- Aim of the exercise: Leave out the pictures and copy everything else in the records exactly.

- Supplied records:
========

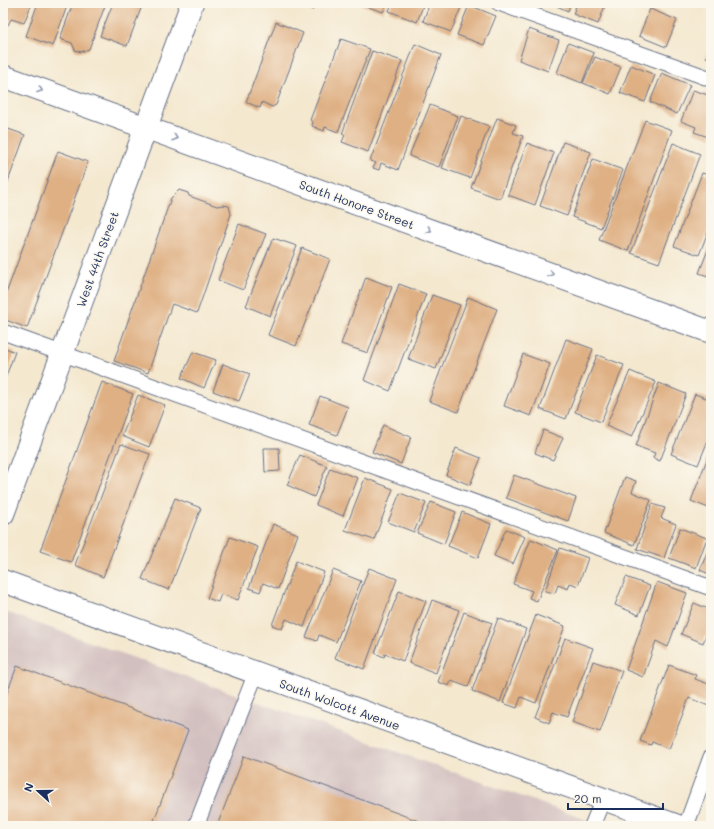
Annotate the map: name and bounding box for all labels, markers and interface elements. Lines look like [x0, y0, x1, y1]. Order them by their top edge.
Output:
one-way arrow [36, 85, 43, 93]
one-way arrow [172, 134, 179, 142]
street label: South Honore Street [297, 176, 417, 232]
street label: West 44th Street [72, 209, 122, 309]
one-way arrow [426, 225, 433, 234]
one-way arrow [548, 269, 555, 278]
street label: South Wolcott Avenue [278, 675, 402, 733]
north arrow [18, 771, 58, 811]
text: N [20, 781, 37, 794]
scale bar [568, 785, 663, 811]
text: 20 m [574, 790, 602, 806]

========

- Task output:
Annotate the map: name and bounding box for all labels, markers and interface elements. Lines look like [x0, y0, x1, y1]. Order them by their top edge.
Output:
one-way arrow [36, 85, 43, 93]
one-way arrow [172, 134, 179, 142]
street label: South Honore Street [297, 176, 417, 232]
street label: West 44th Street [72, 209, 122, 309]
one-way arrow [426, 225, 433, 234]
one-way arrow [548, 269, 555, 278]
street label: South Wolcott Avenue [278, 675, 402, 733]
north arrow [18, 771, 58, 811]
text: N [20, 781, 37, 794]
scale bar [568, 785, 663, 811]
text: 20 m [574, 790, 602, 806]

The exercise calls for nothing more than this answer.